> **Prompt**: Look through the data that follows and copy each line with the string "rows".

(Collected data)
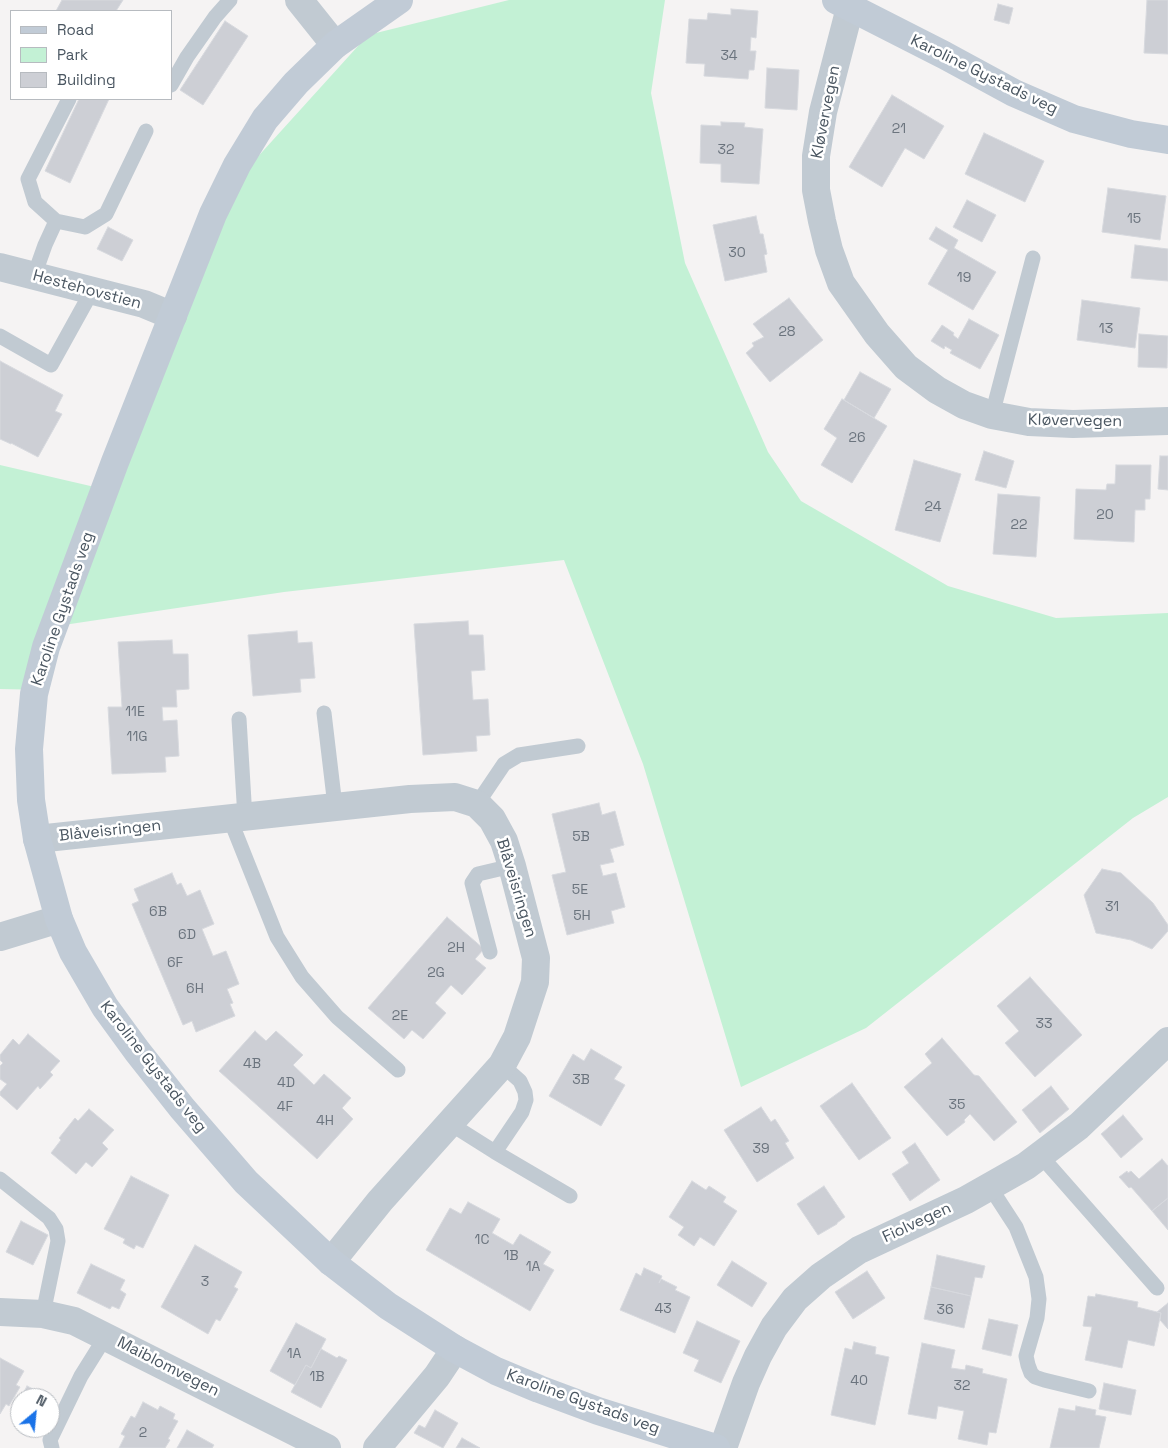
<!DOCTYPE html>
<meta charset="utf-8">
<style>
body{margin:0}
#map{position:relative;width:1168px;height:1448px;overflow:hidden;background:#f5f3f3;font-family:"Space Grotesk",sans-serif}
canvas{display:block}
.legend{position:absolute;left:10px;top:10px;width:162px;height:90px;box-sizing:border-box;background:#fff;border:1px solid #b7bbc0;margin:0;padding:6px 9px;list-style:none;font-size:15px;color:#4a5661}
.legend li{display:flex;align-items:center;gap:10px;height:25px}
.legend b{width:25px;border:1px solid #b7bbc0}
.north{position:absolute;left:10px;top:1388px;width:50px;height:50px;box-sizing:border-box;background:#fff;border:1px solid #b7bbc0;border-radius:50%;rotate:28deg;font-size:14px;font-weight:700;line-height:20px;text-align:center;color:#4a5661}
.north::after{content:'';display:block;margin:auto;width:18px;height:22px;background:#1a73e8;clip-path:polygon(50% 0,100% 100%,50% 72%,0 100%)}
</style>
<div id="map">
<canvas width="1168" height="1448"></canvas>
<ul class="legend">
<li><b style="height:6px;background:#c1cbd6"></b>Road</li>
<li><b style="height:14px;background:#c3f1d5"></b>Park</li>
<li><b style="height:14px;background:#cdcfd5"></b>Building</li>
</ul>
<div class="north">N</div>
</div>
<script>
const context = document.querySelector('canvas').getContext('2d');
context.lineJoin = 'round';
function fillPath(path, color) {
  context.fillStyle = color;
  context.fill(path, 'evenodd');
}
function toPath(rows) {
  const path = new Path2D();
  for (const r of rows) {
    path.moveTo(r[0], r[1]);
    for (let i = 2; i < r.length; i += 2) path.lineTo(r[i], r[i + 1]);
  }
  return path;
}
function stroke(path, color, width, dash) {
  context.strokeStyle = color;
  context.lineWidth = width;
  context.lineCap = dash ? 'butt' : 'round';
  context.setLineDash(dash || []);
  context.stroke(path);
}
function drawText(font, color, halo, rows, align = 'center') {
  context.font = font + ' "Space Grotesk",sans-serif';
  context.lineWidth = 5;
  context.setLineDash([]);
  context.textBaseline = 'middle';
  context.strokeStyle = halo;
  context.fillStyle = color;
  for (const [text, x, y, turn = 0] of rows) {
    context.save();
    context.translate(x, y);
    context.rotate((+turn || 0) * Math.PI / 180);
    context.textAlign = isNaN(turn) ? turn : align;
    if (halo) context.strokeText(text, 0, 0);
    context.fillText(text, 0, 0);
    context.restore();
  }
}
const green = toPath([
 [509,0,665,0,651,93,685,263,768,452,801,501,948,586,1056,618,1168,613,1168,797,1133,818,866,1028,741,1087,643,764,564,560,284,592,57,626,47,690,0,689,0,465,99,488,215,204,368,35]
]);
const building = toPath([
 [62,0,123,0,116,11,56,11,62,0],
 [1147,0,1168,0,1168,54,1144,53,1147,0],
 [998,4,1013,8,1009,24,994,20,998,4],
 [731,9,758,11,756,38,751,37,750,51,756,51,754,70,749,70,748,79,704,76,705,64,686,63,689,19,707,20,708,13,731,15,731,9],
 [225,21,248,36,203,105,180,90,225,21],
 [767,68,799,70,797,110,765,108,767,68],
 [892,95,944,126,924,159,905,148,882,187,849,167,892,95],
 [79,99,109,99,70,183,45,171,79,99],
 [721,122,745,123,744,127,763,129,759,184,721,182,721,164,700,163,701,125,721,126,721,122],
 [984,133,1044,161,1025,202,965,174,984,133],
 [1108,188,1166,196,1160,240,1102,232,1108,188],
 [967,200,996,215,982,242,953,227,967,200],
 [756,216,760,234,763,234,767,254,764,255,767,272,725,281,713,225,756,216],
 [108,227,133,240,122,261,97,249,108,227],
 [936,227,958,240,954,248,996,272,973,310,928,284,948,250,929,239,936,227],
 [1135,245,1168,249,1168,281,1131,278,1135,245],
 [789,298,823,340,770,382,746,353,754,346,752,343,764,337,753,324,789,298],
 [1082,300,1140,308,1135,348,1077,340,1082,300],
 [969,319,999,335,980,369,950,353,952,350,945,346,944,349,931,341,942,325,954,333,953,335,958,339,969,319],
 [1139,334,1168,336,1167,368,1138,367,1139,334],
 [0,361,63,395,55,411,62,414,38,457,11,443,11,444,0,439,0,361],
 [860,372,891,389,874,418,844,400,860,372],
 [842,399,887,426,852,483,821,465,837,438,824,429,842,399],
 [984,451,1014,461,1006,488,975,480,984,451],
 [1160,456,1168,456,1168,490,1158,489,1160,456],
 [914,460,961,474,940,542,895,530,914,460],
 [1116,465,1151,465,1150,499,1145,499,1145,510,1135,510,1134,542,1074,539,1076,489,1106,490,1107,484,1115,484,1116,465],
 [998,494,1040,497,1036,557,993,554,998,494],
 [468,621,469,635,483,635,485,670,471,671,473,700,488,699,490,735,476,736,477,751,423,755,414,624,468,621],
 [297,631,298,643,312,642,315,678,300,679,301,692,253,696,248,635,297,631],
 [172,640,173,654,188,654,189,689,176,690,177,707,162,707,163,721,177,720,179,756,165,757,166,772,112,774,108,707,122,707,118,642,172,640],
 [599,803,602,815,615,811,624,845,610,849,614,862,600,865,603,876,616,873,625,907,611,911,614,923,567,935,552,875,566,872,552,814,599,803],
 [1102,869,1121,873,1153,903,1168,925,1168,931,1152,949,1131,940,1096,933,1084,895,1102,869],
 [172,873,177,885,181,883,187,896,200,890,214,924,202,929,213,956,226,951,239,984,227,989,233,1003,230,1004,235,1016,196,1032,192,1021,183,1025,132,904,139,901,134,889,172,873],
 [447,917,484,949,475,959,486,968,462,995,451,985,435,1003,446,1013,423,1039,412,1030,404,1039,368,1008,447,917],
 [1030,977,1082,1035,1035,1077,1005,1043,1019,1031,997,1006,1030,977],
 [255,1031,266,1041,276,1031,303,1055,293,1065,314,1085,324,1074,351,1098,342,1108,353,1119,317,1159,219,1071,255,1031],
 [28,1034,60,1061,50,1072,53,1075,40,1089,38,1086,17,1110,0,1095,0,1092,7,1084,0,1079,0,1066,3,1063,0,1060,0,1055,13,1039,19,1045,28,1034],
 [942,1038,974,1075,979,1076,1017,1122,994,1141,970,1114,964,1120,965,1122,947,1136,904,1087,932,1063,925,1054,942,1038],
 [591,1049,622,1067,614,1079,625,1085,601,1126,549,1096,573,1054,584,1061,591,1049],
 [852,1083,891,1138,859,1160,820,1106,852,1083],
 [1051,1086,1069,1109,1040,1133,1022,1110,1051,1086],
 [761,1107,771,1122,775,1119,789,1141,785,1143,794,1158,757,1182,724,1130,761,1107],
 [89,1109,114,1130,102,1143,108,1149,92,1167,86,1162,76,1174,51,1153,61,1140,59,1138,75,1118,78,1121,89,1109],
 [1123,1115,1143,1139,1121,1158,1101,1134,1123,1115],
 [915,1143,940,1180,910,1201,892,1174,909,1163,902,1152,915,1143],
 [1162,1159,1168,1166,1168,1198,1152,1211,1131,1187,1129,1188,1119,1177,1127,1171,1128,1173,1131,1171,1139,1179,1162,1159],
 [131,1176,169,1195,143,1248,136,1245,134,1249,123,1243,125,1239,104,1229,131,1176],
 [692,1181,706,1190,709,1186,726,1197,723,1202,737,1211,714,1246,700,1237,694,1246,678,1235,684,1227,669,1217,692,1181],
 [824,1186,845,1217,837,1223,837,1224,818,1235,797,1204,824,1186],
 [1168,1198,1168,1230,1152,1211,1168,1198],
 [468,1202,500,1219,492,1233,513,1245,520,1234,551,1252,543,1264,554,1270,530,1311,426,1250,450,1208,461,1214,468,1202],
 [21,1221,48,1235,33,1265,6,1252,21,1221],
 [195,1245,242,1272,234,1287,238,1289,220,1321,216,1319,208,1334,161,1307,195,1245],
 [937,1255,985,1266,982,1278,975,1277,971,1296,931,1287,937,1255],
 [732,1261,767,1283,752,1307,717,1285,732,1261],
 [91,1264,125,1280,120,1290,126,1294,119,1309,112,1306,110,1309,77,1293,91,1264],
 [644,1268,662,1276,659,1283,661,1279,677,1287,675,1290,690,1297,675,1333,620,1310,636,1273,641,1276,644,1268],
 [867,1271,885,1298,853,1319,835,1292,867,1271],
 [931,1287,971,1296,964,1328,924,1319,931,1287],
 [1096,1294,1138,1302,1137,1307,1161,1313,1154,1346,1128,1340,1122,1368,1085,1360,1092,1327,1083,1326,1088,1296,1095,1297,1096,1294],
 [1168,1303,1168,1329,1160,1320,1161,1313,1157,1312,1168,1303],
 [989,1319,1018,1325,1011,1356,982,1349,989,1319],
 [697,1321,740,1341,721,1383,694,1371,699,1360,683,1353,697,1321],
 [296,1323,326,1339,311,1368,306,1365,295,1385,270,1371,296,1323],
 [854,1342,876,1347,875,1354,889,1357,875,1425,831,1415,845,1348,852,1350,854,1342],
 [922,1343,955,1350,951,1368,965,1370,966,1365,983,1369,982,1373,1007,1379,996,1433,989,1432,987,1445,958,1439,964,1411,938,1406,936,1419,908,1414,922,1343],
 [321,1349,337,1358,339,1356,347,1360,321,1408,291,1392,306,1365,311,1368,321,1349],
 [0,1358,24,1371,16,1385,20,1387,9,1406,6,1404,0,1414,0,1358],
 [1104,1383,1136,1390,1131,1415,1099,1409,1104,1383],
 [27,1386,55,1400,50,1409,50,1398,21,1398,27,1386],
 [143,1402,158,1410,160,1406,175,1414,173,1419,178,1421,168,1439,170,1440,165,1448,119,1448,125,1436,121,1434,131,1416,135,1418,143,1402],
 [1076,1406,1096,1410,1095,1415,1106,1417,1099,1448,1050,1448,1059,1408,1075,1411,1076,1406],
 [435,1410,458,1423,443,1448,414,1433,419,1425,425,1428,435,1410],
 [187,1430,214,1445,212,1448,177,1448,187,1430],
 [462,1438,480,1448,456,1448,462,1438]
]);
const lane = toPath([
 [171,85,187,57,215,17,230,0],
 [69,99,28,179,35,202,56,221,85,227,106,214,146,131],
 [34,276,45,245,56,221],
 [0,336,51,365,92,291],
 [992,415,1033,258],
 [324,713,335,806],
 [239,719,245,818],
 [477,804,504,764,519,755,578,746],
 [230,819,277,937,302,977,337,1017,398,1070],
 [490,952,472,883,478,874,512,866],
 [449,1123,495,1152,570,1196],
 [495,1152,522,1112,526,1100,525,1092,520,1081,502,1065],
 [1040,1155,1157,1288],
 [0,1179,49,1218,56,1229,58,1241,43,1314],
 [990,1187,1016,1227,1036,1277,1039,1299,1037,1318,1026,1356,1028,1365,1031,1373,1035,1377,1044,1380,1089,1391],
 [52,1448,50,1440,81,1376,106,1336]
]);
const street = toPath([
 [299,0,335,45],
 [852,0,823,112,816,156,816,190,822,221,829,250,841,283,877,334,906,367,937,390,964,405,992,415,1029,422,1073,424,1168,421],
 [0,267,144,304,173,316],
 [37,839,410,799,455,797,477,804,492,819,504,841,512,866,536,958,535,982,517,1037,502,1065,380,1201,331,1262],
 [0,937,59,919],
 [0,1312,43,1314,74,1321,327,1448],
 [377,1448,437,1376,455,1349],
 [723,1448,746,1383,758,1356,774,1327,795,1299,821,1276,859,1250,966,1200,1026,1166,1079,1126,1168,1041]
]);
const secondary = toPath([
 [399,0,335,45,296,83,265,119,237,165,213,214,115,462,46,647,34,694,29,749,31,800,37,839,59,919,73,952,105,1007,137,1051,182,1108,246,1182,331,1262,388,1306,455,1349,496,1371,539,1389,598,1411,716,1448],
 [836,0,944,55,1014,93,1074,119,1131,134,1168,140]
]);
const numberNames = [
 ["34",729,56],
 ["21",899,129],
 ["32",726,150],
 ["15",1134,219],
 ["30",737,253],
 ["19",964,278],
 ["13",1106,329],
 ["28",787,332],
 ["26",857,438],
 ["24",933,507],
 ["20",1105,515],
 ["22",1019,525],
 ["11E",135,712],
 ["11G",137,737],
 ["5B",581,837],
 ["5E",580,890],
 ["31",1112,907],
 ["6B",158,912],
 ["5H",582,916],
 ["6D",187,935],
 ["2H",456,948],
 ["6F",175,963],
 ["2G",436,973],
 ["6H",195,989],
 ["2E",400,1016],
 ["33",1044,1024],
 ["4B",252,1064],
 ["3B",581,1080],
 ["4D",286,1083],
 ["35",957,1105],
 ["4F",285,1107],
 ["4H",325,1121],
 ["39",761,1149],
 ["1C",482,1240],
 ["1B",511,1256],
 ["1A",533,1267],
 ["3",205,1282],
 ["43",663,1309],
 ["36",945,1310],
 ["1A",294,1354],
 ["1B",317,1377],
 ["40",859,1381],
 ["32",962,1386],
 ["2",143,1433]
];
const streetNames = [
 ["Karoline Gystads veg",984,75,26],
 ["Kløvervegen",826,112,-79],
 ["Hestehovstien",87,290,15],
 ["Kløvervegen",1075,421,1],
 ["Karoline Gystads veg",63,609,-71],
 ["Blåveisringen",110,831,-6],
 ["Blåveisringen",516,888,73],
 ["Karoline Gystads veg",153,1067,52],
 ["Fiolvegen",917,1223,-25],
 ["Maiblomvegen",168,1367,27],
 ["Karoline Gystads veg",583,1402,20]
];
fillPath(green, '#c3f1d5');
fillPath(building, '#cdcfd5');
stroke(building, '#d7d9de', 1);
stroke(lane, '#c1cad2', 15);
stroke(street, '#c1cad2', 28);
stroke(secondary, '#c1cbd6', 28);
drawText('14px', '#6b747e', null, numberNames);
drawText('16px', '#4a5661', '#fff', streetNames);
</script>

> **Expected answer**:
function toPath(rows) {
  for (const r of rows) {
function drawText(font, color, halo, rows, align = 'center') {
  for (const [text, x, y, turn = 0] of rows) {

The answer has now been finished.